(Mario Berardi)

Da due settimane continua la “pazzia” della guerra di Putin contro il popolo ucraino, con devastazioni, morti, feriti, due milioni di sfollati, sofferenze inaudite per donne, bambini… Il pensiero della larga maggioranza degli italiani è stato adeguatamente esposto dal Presidente Mattarella nella cerimonia dell’8 marzo dedicata alle donne dell’Ucraina: “Non è tollerabile, e non dovrebbe essere neppure concepibile, che in questo nuovo millennio qualcuno voglia comportarsi secondo i criteri di potenza dei secoli passati, pretendendo che gli Stati più grandi e più forti abbiano il diritto di imporre le proprie scelte ai Paesi più vicini e, in caso contrario, di aggredirli con la violenza delle armi. Va fermato subito questo ritorno all’indietro della storia e della civiltà”.

Per i paradossi della storia, dopo esser stata nel secolo scorso la capitale mondiale del comunismo, Mosca oggi è l’epicentro del nazionalismo, con un modello che ci riporta all’Ottocento, anche di guerra. Peraltro gli stessi sostenitori di Putin si rifanno al passato: in una recente intervista al Corriere della Sera, il noto storico Roy Medvedev, nel difendere le scelte contro l’Ucraina ammette il disegno “imperiale”: “Non c’è nulla di male a voler ricreare una Russia che almeno come territorio si richiami ai confini dello zar Pietro il Grande”. Lo storico, purtroppo, si è già dimenticato i milioni di morti della prima e seconda guerra mondiale.
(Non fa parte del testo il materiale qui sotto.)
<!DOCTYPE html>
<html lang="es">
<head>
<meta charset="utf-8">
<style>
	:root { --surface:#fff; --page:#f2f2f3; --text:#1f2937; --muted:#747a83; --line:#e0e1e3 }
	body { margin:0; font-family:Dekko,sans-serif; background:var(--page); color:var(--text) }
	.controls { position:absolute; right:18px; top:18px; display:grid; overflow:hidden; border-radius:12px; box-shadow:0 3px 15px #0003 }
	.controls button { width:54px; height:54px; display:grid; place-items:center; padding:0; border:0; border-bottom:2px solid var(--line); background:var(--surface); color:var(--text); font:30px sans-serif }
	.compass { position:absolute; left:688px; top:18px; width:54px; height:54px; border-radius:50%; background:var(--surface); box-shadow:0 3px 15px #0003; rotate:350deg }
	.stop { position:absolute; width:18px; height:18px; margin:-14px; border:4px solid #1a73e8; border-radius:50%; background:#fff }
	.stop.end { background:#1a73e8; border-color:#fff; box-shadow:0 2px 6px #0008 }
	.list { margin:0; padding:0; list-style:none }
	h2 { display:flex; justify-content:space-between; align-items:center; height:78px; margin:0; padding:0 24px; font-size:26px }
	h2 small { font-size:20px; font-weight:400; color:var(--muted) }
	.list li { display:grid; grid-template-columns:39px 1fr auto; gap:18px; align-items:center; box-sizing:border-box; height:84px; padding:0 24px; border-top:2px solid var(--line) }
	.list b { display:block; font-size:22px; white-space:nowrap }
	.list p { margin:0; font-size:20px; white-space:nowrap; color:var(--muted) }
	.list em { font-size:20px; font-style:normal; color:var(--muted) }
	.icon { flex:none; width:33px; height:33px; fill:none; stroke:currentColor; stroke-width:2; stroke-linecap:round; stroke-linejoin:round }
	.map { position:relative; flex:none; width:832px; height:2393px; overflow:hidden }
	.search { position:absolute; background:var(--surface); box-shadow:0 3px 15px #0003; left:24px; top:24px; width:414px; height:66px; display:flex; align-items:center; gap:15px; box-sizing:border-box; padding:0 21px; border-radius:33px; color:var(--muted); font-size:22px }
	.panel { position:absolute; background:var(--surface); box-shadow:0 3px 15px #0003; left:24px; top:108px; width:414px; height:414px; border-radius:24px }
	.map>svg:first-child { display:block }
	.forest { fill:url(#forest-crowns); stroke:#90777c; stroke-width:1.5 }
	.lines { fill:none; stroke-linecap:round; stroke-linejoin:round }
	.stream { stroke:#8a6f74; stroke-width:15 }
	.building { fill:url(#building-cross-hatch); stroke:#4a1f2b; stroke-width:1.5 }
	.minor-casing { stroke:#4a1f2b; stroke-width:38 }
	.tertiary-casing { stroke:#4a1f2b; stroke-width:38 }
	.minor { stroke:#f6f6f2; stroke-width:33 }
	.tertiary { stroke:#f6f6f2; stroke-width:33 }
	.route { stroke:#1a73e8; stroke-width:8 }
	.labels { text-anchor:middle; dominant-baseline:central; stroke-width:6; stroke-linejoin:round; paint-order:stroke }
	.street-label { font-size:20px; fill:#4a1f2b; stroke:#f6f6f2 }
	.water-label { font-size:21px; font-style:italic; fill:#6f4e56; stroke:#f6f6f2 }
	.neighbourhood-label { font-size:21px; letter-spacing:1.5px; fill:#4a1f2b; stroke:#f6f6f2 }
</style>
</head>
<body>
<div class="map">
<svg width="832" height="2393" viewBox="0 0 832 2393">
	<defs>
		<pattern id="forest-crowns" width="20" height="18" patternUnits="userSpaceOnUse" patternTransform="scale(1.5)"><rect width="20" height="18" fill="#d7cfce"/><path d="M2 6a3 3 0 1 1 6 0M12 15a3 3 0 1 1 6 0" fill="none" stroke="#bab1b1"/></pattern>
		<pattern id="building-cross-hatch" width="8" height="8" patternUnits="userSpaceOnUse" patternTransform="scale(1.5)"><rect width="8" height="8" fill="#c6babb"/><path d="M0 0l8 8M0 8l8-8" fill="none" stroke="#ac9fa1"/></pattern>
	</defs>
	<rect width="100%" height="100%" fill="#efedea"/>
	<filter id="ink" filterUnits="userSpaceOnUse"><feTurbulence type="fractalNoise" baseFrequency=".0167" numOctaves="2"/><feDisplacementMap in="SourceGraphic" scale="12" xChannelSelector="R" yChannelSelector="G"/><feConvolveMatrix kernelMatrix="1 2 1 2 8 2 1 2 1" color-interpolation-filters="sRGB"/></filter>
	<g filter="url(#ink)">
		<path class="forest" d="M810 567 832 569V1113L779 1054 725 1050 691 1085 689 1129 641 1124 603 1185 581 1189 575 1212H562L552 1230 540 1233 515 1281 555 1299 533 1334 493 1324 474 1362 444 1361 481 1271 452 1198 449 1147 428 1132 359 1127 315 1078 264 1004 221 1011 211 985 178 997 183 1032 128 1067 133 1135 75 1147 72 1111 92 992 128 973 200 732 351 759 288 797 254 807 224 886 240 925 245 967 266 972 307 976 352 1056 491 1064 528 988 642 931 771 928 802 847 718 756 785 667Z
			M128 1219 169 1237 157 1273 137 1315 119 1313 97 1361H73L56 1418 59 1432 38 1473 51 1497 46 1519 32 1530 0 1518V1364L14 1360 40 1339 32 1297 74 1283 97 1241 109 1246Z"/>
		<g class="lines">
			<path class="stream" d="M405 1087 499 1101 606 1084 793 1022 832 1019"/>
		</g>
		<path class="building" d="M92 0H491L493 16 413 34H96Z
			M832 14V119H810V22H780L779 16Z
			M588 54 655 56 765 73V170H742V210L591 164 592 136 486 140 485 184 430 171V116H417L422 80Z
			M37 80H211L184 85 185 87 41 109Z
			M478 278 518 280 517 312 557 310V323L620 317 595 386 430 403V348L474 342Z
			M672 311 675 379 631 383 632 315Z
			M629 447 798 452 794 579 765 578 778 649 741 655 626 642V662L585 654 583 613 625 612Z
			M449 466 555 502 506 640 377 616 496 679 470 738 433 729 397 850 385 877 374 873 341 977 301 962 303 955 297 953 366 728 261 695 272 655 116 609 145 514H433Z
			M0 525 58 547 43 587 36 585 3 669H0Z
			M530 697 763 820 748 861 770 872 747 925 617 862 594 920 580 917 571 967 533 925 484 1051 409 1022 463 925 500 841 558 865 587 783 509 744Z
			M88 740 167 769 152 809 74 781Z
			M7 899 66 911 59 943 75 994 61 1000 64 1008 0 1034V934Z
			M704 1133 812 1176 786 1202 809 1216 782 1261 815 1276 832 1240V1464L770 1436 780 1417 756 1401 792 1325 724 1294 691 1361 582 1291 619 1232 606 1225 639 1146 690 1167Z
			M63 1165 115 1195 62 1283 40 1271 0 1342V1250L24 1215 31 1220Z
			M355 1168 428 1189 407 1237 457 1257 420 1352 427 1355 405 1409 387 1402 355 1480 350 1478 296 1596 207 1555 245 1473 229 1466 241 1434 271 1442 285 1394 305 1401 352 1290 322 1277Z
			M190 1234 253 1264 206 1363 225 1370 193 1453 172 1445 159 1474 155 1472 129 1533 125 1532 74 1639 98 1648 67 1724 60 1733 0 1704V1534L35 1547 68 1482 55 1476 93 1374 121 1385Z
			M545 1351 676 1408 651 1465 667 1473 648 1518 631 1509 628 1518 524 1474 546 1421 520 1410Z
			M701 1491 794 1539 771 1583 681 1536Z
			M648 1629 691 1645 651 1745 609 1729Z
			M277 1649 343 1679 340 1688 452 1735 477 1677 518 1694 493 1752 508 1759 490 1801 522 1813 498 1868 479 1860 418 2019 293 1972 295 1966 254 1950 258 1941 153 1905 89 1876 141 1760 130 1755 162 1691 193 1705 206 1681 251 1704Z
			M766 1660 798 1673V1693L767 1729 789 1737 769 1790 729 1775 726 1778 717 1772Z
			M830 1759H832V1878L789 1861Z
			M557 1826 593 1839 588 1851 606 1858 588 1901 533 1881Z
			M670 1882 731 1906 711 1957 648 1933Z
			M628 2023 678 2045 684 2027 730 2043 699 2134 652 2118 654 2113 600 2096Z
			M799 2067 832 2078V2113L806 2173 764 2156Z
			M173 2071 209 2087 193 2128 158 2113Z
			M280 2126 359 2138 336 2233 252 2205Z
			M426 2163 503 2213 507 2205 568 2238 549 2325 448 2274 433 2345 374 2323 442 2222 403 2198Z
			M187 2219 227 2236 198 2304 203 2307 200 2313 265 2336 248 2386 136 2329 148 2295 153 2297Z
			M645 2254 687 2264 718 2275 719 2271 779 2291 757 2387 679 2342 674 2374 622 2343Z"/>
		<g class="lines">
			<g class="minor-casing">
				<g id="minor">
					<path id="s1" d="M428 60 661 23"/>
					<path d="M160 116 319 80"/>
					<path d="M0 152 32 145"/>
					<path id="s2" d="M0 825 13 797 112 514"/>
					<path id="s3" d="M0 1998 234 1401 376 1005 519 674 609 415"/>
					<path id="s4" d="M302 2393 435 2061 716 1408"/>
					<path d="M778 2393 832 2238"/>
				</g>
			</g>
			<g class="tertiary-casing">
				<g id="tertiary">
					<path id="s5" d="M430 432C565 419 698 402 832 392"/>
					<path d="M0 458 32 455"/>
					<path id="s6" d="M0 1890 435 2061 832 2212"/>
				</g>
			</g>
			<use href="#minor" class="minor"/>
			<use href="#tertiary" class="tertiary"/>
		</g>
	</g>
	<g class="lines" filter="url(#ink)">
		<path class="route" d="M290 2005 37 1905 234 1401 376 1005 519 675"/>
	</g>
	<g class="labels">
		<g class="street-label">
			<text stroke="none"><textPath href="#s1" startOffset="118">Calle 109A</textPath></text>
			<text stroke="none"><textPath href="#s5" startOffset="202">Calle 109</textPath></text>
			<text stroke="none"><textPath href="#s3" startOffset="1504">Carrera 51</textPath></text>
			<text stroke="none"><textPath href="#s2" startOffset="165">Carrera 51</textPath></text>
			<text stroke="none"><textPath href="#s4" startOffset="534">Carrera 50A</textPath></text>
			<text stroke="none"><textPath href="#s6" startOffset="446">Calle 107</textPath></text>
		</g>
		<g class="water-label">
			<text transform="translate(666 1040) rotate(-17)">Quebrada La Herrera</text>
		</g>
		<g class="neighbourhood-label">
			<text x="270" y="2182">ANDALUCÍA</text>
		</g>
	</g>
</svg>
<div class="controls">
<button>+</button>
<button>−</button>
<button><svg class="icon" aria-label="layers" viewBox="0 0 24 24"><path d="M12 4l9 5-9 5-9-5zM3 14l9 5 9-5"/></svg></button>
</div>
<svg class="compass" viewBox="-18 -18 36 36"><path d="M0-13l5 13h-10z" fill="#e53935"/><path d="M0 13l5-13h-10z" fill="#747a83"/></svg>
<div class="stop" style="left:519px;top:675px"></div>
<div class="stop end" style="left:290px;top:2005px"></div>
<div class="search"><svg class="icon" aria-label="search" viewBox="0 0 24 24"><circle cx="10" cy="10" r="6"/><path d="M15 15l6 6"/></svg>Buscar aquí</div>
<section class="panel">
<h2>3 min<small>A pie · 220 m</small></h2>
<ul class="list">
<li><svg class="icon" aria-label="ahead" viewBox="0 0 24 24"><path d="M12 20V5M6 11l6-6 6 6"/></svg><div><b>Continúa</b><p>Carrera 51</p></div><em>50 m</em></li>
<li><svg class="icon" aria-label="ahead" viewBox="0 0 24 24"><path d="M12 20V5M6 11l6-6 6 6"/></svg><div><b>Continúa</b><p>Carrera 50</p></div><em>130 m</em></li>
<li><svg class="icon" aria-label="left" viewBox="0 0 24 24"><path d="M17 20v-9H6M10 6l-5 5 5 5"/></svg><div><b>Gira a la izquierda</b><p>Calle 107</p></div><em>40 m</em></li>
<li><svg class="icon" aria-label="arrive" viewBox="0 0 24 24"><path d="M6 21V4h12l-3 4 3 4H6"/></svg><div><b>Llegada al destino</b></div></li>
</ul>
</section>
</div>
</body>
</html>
A questi drammatici eventi ha fatto invece riferimento il presidente statunitense Biden nell’escludere, come Occidente, la terza guerra mondiale e nucleare, piuttosto colpendo Mosca con pesanti sanzioni economiche e finanziarie, senza la scelta bellica dello scontro diretto.

La svolta russa ha indotto l’Europa (e l’Italia) a una nuova solidarietà ed unità: la fase del sovranismo sembra sepolta, i valori di libertà, democrazia, difesa della persona riemergono, per convinzione e per necessità, unendo le grandi correnti politiche, liberale popolare, socialista, lasciando ai margini le tendenze separatiste.

La solidarietà concreta all’Ucraina e le sanzioni alla Russia, pur rilevanti, da sole non bastano a fermare il conflitto; per questo sono necessarie le iniziative di mediazione, anche se Putin ha detto a Macron che chiede l’accettazione del suo diktat; ma la stessa Russia non potrebbe reggere a lungo l’isolamento internazionale. A trattare, dopo Parigi e Gerusalemme, ci prova ora la Turchia, mentre resta in attesa la Cina, sollecitata dalla stessa Unione Europea. Il Presidente Xi, pur ribadendo i legami con Mosca, non ha nascosto le preoccupazioni per le gravi conseguenze delle sanzioni sull’economia mondiale. Pronta a mediare la stessa Santa Sede.

L’Italia – solidale con l’Occidente – ha due problemi immediati, di grande rilevanza: le conseguenze economiche della crisi, l’accoglienza dei profughi. Il nostro tallone d’Achille è la dipendenza dalla Russia per il gas (43%), che fa temere per l’autunno: occorre ripensare la politica energetica, ma anche considerare una inevitabile fase di sacrifici qualora i rapporti con Mosca si deteriorassero ulteriormente: non possiamo a parole essere solidali con Kiev e poi sottrarci agli oneri conseguenti. Altrettanto delicato il soccorso ai profughi che, secondo l’UE, saranno cinque milioni, da suddividere nei 27 paesi dell’Unione. Da talune forze politiche si esprime apertura verso gli Ucraini ma chiusura verso altre etnie, come se le persone non fossero tutte uguali dinnanzi a Dio e alla legge. Sarebbe terribile dividere i rifugiati in buoni e cattivi, con una nuova guerra dei poveri. Su questa frontiera l’umanesimo, laico e cattolico, è chiamato ad una grande vigilanza, nella linea delle garanzie democratiche espresse dalla Carta costituzionale.

Il conflitto richiede poi alle forze politiche nuove priorità, anche se incombono le elezioni amministrative e i referendum. È paradossale sentire voci di crisi di governo sul catasto o sulle concessioni balneari mentre l’Europa ha la guerra in casa, con la messa in discussione dell’intero quadro geo-politico. La vasta partecipazione popolare alle iniziative di pace, la grande solidarietà verso il popolo ucraino esigono di essere accompagnate da istituzioni salde e compatte, consapevoli che la tempesta non sarà breve, perché si è aperta una nuova fase nella storia dell’umanità.
L’appello di Papa Francesco a una nuova scala di valori è più che mai attuale.